▶ _Activity_
Read through the data and count the lines that contain the string "controls"; give only the result.

▶ _Working data_
● ● ● ●
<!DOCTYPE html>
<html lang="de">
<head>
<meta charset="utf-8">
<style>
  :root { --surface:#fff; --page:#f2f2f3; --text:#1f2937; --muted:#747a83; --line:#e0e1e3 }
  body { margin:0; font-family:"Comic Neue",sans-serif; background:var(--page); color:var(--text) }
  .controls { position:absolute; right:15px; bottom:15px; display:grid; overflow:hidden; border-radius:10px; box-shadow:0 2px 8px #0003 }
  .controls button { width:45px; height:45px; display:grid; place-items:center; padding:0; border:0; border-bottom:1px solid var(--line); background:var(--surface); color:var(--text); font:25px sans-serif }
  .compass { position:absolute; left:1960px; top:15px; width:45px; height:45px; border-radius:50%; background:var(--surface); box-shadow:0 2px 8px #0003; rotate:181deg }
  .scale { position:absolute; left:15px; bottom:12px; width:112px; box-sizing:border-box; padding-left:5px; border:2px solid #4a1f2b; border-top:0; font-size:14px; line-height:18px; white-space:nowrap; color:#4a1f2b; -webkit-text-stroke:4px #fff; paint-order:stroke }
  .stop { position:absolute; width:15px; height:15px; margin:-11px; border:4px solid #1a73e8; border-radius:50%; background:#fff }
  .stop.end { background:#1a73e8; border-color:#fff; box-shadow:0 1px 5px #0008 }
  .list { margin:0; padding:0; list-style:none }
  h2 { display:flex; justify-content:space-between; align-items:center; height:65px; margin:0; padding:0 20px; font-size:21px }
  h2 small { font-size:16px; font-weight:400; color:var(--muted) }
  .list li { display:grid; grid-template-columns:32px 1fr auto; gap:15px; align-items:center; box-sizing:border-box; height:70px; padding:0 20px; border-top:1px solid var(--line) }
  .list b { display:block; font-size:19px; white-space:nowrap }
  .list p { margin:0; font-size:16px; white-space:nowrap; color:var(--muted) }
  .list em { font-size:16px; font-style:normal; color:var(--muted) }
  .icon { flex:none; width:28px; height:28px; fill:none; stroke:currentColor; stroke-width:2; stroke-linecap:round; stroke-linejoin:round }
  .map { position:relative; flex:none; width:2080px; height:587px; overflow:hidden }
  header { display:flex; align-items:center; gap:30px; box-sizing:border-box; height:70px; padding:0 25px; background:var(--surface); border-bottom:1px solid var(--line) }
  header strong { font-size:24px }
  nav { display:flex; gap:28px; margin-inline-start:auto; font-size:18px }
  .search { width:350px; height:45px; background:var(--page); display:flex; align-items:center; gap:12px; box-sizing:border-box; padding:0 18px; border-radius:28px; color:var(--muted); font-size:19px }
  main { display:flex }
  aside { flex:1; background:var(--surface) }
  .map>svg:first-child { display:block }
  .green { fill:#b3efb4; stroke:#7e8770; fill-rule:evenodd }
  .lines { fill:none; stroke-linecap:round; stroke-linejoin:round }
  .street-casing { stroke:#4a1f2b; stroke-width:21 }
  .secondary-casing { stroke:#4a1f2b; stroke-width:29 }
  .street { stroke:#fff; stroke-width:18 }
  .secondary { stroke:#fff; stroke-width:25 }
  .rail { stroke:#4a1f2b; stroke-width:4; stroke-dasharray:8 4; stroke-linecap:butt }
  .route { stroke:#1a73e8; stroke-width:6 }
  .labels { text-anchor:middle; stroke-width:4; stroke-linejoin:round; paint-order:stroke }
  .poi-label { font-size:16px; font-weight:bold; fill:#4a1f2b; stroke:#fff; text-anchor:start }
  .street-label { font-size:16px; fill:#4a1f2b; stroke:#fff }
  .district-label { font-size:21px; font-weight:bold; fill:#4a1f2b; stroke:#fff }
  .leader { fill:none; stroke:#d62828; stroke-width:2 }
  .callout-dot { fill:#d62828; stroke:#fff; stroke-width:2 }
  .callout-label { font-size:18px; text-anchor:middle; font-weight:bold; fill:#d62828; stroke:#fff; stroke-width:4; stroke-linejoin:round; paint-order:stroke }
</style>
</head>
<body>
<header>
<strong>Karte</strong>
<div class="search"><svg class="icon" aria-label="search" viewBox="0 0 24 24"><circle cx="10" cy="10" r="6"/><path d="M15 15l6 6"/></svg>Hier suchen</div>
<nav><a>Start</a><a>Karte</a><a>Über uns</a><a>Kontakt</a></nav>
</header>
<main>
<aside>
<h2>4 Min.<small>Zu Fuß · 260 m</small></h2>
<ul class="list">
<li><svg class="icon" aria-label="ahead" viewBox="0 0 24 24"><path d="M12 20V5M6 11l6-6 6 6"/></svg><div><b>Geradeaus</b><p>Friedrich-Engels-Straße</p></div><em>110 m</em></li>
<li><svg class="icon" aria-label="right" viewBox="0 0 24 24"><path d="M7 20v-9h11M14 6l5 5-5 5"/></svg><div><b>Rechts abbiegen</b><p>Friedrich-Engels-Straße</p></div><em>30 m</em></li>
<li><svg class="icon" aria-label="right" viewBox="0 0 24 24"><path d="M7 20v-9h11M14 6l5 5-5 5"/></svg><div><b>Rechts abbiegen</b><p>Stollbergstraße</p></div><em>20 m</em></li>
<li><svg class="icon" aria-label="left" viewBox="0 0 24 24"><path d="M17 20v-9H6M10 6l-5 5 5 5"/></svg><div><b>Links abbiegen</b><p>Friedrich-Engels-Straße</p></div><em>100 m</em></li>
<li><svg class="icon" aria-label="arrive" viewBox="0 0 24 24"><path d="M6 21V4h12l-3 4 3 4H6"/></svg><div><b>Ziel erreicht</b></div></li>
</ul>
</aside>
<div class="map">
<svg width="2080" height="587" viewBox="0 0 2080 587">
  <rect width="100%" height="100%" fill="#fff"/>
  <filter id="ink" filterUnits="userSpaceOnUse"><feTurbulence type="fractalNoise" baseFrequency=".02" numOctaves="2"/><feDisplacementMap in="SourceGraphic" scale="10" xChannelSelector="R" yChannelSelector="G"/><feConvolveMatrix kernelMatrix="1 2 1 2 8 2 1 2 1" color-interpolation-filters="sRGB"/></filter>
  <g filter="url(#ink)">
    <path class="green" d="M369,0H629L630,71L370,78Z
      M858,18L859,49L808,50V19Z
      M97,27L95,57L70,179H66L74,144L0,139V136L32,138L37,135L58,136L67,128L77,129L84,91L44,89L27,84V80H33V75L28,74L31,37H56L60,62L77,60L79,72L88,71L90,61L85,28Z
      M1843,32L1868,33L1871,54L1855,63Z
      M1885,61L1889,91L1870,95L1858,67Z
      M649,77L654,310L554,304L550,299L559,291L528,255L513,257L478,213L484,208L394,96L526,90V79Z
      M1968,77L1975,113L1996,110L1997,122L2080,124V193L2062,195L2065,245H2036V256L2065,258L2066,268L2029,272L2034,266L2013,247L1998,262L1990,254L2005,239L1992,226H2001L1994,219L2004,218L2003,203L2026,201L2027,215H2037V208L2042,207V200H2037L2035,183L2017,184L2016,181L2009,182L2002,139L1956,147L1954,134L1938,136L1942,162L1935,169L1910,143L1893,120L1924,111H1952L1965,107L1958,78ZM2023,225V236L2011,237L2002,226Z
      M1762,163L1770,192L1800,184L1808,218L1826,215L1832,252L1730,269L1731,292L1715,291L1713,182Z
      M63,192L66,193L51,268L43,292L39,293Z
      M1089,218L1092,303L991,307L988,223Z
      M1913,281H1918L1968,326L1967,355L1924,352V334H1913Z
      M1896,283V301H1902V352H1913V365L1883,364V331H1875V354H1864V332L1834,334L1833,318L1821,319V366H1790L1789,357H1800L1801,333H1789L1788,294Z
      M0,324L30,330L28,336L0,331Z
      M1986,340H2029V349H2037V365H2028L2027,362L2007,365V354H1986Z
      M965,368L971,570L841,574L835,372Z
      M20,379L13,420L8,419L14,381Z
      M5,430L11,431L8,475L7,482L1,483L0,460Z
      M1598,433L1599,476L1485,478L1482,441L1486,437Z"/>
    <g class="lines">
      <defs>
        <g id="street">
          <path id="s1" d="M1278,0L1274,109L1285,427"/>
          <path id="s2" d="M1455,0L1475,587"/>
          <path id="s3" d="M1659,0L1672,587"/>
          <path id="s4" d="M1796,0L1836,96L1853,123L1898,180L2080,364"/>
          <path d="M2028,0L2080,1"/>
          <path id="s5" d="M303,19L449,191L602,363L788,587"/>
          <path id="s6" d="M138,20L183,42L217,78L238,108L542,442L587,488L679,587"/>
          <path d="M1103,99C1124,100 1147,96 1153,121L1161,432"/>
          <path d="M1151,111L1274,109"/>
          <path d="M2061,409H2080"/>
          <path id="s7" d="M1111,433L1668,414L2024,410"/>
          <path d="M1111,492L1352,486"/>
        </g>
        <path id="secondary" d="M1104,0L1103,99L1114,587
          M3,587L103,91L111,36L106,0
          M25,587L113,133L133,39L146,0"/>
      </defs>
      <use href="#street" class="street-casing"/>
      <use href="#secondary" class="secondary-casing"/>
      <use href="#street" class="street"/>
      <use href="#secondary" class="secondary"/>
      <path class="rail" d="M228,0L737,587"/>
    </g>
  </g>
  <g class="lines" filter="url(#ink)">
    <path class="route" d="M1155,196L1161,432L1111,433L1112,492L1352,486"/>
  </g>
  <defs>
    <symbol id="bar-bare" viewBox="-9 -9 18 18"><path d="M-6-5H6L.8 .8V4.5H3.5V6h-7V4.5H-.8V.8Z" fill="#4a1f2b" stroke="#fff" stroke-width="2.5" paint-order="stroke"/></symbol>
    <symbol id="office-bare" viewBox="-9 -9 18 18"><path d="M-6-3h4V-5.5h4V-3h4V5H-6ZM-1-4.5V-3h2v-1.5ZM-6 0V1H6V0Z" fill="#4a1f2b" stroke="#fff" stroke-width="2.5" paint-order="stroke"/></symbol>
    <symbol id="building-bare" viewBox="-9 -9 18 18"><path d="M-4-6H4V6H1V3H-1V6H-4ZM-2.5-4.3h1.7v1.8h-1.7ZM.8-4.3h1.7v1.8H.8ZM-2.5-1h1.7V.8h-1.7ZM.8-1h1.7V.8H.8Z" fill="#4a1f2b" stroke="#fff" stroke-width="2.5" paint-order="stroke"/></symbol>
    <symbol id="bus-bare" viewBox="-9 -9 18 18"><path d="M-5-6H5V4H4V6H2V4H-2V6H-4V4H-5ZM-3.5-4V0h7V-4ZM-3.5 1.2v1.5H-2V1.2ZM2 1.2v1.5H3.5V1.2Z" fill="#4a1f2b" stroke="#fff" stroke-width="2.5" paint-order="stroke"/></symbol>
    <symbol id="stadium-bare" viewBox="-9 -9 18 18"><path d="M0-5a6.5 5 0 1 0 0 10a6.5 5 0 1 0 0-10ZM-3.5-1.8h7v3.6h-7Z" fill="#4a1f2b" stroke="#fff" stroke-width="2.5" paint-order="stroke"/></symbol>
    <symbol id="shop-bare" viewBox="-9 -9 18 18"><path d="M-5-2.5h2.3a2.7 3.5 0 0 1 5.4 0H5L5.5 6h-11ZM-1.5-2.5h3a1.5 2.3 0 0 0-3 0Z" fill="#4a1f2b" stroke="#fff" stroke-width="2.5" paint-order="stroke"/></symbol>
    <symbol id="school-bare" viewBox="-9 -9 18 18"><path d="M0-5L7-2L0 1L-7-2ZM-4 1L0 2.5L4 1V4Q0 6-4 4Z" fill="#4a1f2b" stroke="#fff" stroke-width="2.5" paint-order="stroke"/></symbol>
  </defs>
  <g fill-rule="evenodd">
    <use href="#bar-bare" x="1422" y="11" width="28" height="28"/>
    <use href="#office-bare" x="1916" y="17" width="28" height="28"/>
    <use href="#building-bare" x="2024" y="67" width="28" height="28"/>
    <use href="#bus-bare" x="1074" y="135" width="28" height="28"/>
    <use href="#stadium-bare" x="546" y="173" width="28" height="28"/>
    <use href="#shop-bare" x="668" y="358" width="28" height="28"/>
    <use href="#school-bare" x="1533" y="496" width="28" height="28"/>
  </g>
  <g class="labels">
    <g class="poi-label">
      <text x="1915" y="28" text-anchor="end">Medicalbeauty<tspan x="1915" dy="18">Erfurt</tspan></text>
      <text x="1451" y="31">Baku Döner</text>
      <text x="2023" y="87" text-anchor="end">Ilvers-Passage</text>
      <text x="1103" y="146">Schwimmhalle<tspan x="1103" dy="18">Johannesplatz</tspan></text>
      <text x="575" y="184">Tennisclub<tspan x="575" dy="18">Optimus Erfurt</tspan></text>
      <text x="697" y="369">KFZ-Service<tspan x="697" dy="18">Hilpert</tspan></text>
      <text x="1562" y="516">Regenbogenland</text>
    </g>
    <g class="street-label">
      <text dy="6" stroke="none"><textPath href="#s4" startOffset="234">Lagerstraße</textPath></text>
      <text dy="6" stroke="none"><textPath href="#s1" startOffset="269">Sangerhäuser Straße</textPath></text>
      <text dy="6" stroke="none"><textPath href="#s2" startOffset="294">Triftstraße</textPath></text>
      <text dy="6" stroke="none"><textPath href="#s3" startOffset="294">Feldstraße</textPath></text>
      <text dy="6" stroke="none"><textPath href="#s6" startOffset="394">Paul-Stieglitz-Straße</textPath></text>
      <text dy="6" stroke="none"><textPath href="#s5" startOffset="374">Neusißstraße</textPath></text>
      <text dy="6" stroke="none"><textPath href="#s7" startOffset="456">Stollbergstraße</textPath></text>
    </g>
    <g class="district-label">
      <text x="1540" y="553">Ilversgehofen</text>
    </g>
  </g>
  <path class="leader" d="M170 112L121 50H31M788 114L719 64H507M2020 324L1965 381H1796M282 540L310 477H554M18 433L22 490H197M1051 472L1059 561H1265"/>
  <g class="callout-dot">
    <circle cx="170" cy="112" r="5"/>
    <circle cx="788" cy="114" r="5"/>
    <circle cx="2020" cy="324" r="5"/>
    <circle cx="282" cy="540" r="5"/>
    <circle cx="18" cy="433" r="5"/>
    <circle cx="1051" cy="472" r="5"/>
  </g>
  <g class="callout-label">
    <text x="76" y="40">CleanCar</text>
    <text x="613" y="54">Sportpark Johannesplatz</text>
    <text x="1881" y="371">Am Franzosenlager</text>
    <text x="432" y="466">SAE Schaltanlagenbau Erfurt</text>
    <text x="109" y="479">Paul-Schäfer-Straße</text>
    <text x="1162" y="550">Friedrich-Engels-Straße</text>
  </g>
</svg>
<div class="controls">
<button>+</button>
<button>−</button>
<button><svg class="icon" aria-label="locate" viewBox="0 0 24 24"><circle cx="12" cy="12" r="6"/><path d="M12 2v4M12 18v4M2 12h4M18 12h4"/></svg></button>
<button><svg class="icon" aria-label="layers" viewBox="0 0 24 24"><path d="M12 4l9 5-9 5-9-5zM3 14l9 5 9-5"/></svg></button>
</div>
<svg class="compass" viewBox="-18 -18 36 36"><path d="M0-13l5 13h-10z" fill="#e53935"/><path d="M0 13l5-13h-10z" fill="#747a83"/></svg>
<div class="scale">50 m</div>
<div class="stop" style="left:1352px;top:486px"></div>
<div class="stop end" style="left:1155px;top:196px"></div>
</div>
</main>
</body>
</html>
● ● ● ●
▶ _Solution below_
3